# Exercise details
Find every line in the records below that contains the word "position", and copy each such line.

# Information supplied

────────────────

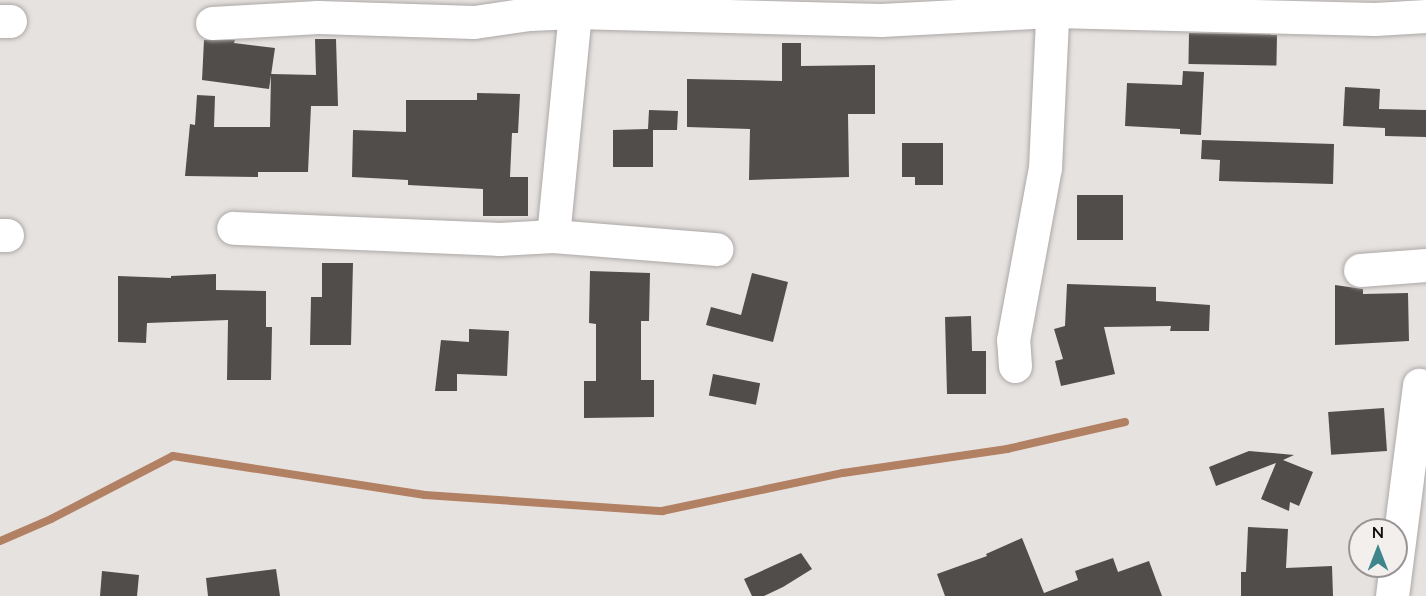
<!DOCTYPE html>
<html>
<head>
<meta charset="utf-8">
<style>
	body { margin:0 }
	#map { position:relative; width:1426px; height:596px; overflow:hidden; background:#e6e2e0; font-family:Lato,sans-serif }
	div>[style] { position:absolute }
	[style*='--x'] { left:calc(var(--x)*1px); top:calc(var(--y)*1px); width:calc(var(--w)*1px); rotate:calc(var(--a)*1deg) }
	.stream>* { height:8px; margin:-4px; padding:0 4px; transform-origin:4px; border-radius:4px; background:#b28163 }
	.building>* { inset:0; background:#504d4b; transform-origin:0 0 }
	.roads { filter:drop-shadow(0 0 2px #aca8a6) drop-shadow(0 0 2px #aca8a6) }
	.minor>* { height:33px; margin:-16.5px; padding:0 16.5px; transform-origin:16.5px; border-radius:16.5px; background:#fff }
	span { translate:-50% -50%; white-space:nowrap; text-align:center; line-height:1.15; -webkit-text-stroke:6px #f3efed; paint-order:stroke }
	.north { position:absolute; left:1348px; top:518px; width:60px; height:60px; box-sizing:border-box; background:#f3efed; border:2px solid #979493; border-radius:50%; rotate:0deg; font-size:16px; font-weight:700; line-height:24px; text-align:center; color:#0d0c0b }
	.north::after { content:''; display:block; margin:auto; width:21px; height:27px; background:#3e868b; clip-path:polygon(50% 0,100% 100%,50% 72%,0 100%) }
</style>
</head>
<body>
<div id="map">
	<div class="stream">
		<i style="--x:0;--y:541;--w:56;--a:-23.3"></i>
		<i style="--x:51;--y:519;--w:137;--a:-27.3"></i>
		<i style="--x:173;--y:456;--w:255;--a:8.8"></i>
		<i style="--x:425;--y:495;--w:238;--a:3.9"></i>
		<i style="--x:662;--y:511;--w:185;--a:-11.9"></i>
		<i style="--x:843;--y:473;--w:166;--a:-8.3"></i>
		<i style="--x:1007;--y:449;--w:121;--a:-12.9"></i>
	</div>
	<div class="building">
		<i style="left:1189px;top:33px;width:88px;height:31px;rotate:1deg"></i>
		<i style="clip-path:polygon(315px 39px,336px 39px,338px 106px,311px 106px,308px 172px,258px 172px,258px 177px,185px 176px,190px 124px,195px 125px,197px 95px,215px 96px,214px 127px,270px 127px,271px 74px,316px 75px)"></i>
		<i style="clip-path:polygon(204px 40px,235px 40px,234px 43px,275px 48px,269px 89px,202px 80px)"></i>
		<i style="clip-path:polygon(782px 43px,801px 43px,801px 66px,875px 65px,875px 114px,848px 114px,849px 177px,749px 180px,750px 129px,687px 127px,687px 79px,782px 81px)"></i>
		<i style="clip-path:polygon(1183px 71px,1204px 72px,1201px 135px,1180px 134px,1180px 129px,1125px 126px,1127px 83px,1182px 85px)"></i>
		<i style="clip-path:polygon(1345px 87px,1380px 89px,1379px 109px,1426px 110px,1426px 137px,1385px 136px,1385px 128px,1343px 126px)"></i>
		<i style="clip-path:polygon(477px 93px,520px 94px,518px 133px,512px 133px,510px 177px,528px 177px,528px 216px,483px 216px,483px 189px,408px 185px,408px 180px,352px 177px,353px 130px,406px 132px,406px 100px,477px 100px)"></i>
		<i style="clip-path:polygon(649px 110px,678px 111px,677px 130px,653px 130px,653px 167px,613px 167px,613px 130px,648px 129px)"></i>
		<i style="clip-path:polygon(1202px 140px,1334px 144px,1333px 184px,1219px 181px,1220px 160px,1201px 159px)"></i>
		<i style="clip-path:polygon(902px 143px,943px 143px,943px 185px,915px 185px,915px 177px,902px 177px)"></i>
		<i style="left:1077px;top:195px;width:46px;height:45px"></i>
		<i style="clip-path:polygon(322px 263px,353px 263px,351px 345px,310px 345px,311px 297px,322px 297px)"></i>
		<i style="clip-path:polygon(590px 271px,650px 273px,649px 321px,641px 321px,641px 380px,654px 380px,654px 417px,584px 418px,584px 381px,596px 381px,596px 324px,589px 323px)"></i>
		<i style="clip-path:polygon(752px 273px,788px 282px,773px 342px,706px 325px,711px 307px,741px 315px)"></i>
		<i style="clip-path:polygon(216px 274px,216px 290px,266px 291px,266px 327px,272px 327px,271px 380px,227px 380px,228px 320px,147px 323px,146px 343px,118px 342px,118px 276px,171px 278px,171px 276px)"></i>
		<i style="clip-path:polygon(1067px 284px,1156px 287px,1156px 301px,1210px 305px,1209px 331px,1170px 331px,1171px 326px,1104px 327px,1115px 374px,1061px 386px,1055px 361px,1063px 359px,1054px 329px,1065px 326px)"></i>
		<i style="clip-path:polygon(1335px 285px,1363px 289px,1363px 294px,1408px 293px,1409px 341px,1335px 345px)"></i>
		<i style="clip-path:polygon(971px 316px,972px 351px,986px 351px,986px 394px,947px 394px,945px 317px)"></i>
		<i style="clip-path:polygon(469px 329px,509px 331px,507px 376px,457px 374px,457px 391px,435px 391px,441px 340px,469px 342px)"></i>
		<i style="left:713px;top:374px;width:48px;height:22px;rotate:11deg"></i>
		<i style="left:1384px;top:408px;width:43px;height:56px;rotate:86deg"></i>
		<i style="clip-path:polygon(1249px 451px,1294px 455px,1283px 460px,1313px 472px,1299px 506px,1290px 502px,1289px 511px,1261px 499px,1276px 463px,1216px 486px,1209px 467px)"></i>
		<i style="clip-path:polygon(1248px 527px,1288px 529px,1286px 568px,1332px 566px,1333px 596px,1241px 596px,1241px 572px,1246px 572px)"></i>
		<i style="clip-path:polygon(1022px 538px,1044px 593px,1078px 580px,1075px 571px,1113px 558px,1118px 572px,1149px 561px,1162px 596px,945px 596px,937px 574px,987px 556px,986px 554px)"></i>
		<i style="clip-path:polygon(801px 553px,812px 569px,783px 587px,764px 596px,752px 596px,744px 579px)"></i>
		<i style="clip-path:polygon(276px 569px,280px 596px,208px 596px,206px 578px)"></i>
		<i style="clip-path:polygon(102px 571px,139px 575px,137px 596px,100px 596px)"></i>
	</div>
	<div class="roads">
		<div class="minor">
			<i style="--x:573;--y:0;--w:12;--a:81"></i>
			<i style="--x:575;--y:12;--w:306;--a:1.5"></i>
			<i style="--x:881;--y:20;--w:171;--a:-3"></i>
			<i style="--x:1052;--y:11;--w:323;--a:1.4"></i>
			<i style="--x:1375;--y:19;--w:51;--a:-3.4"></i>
			<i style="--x:0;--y:21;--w:10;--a:0"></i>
			<i style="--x:212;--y:23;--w:106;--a:-3.2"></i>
			<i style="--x:318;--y:17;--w:156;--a:1.8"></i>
			<i style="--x:474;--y:22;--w:56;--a:-8.3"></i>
			<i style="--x:529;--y:14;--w:46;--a:-2.5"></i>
			<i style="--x:575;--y:12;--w:225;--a:95.6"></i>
			<i style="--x:553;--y:236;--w:54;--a:176.8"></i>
			<i style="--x:499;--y:239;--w:266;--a:-177.6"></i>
			<i style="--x:0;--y:235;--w:7;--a:0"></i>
			<i style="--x:553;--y:236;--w:164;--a:4.6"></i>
			<i style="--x:1360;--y:270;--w:66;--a:-4.3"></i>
			<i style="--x:1015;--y:366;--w:26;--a:-94"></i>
			<i style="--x:1013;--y:340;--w:175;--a:-79.5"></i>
			<i style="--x:1045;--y:168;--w:168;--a:-87.3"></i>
			<i style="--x:1392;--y:596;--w:213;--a:-82.7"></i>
		</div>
	</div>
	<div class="north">N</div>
</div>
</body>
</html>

────────────────

# Result of the exercise
	#map { position:relative; width:1426px; height:596px; overflow:hidden; background:#e6e2e0; font-family:Lato,sans-serif }
	div>[style] { position:absolute }
	.north { position:absolute; left:1348px; top:518px; width:60px; height:60px; box-sizing:border-box; background:#f3efed; border:2px solid #979493; border-radius:50%; rotate:0deg; font-size:16px; font-weight:700; line-height:24px; text-align:center; color:#0d0c0b }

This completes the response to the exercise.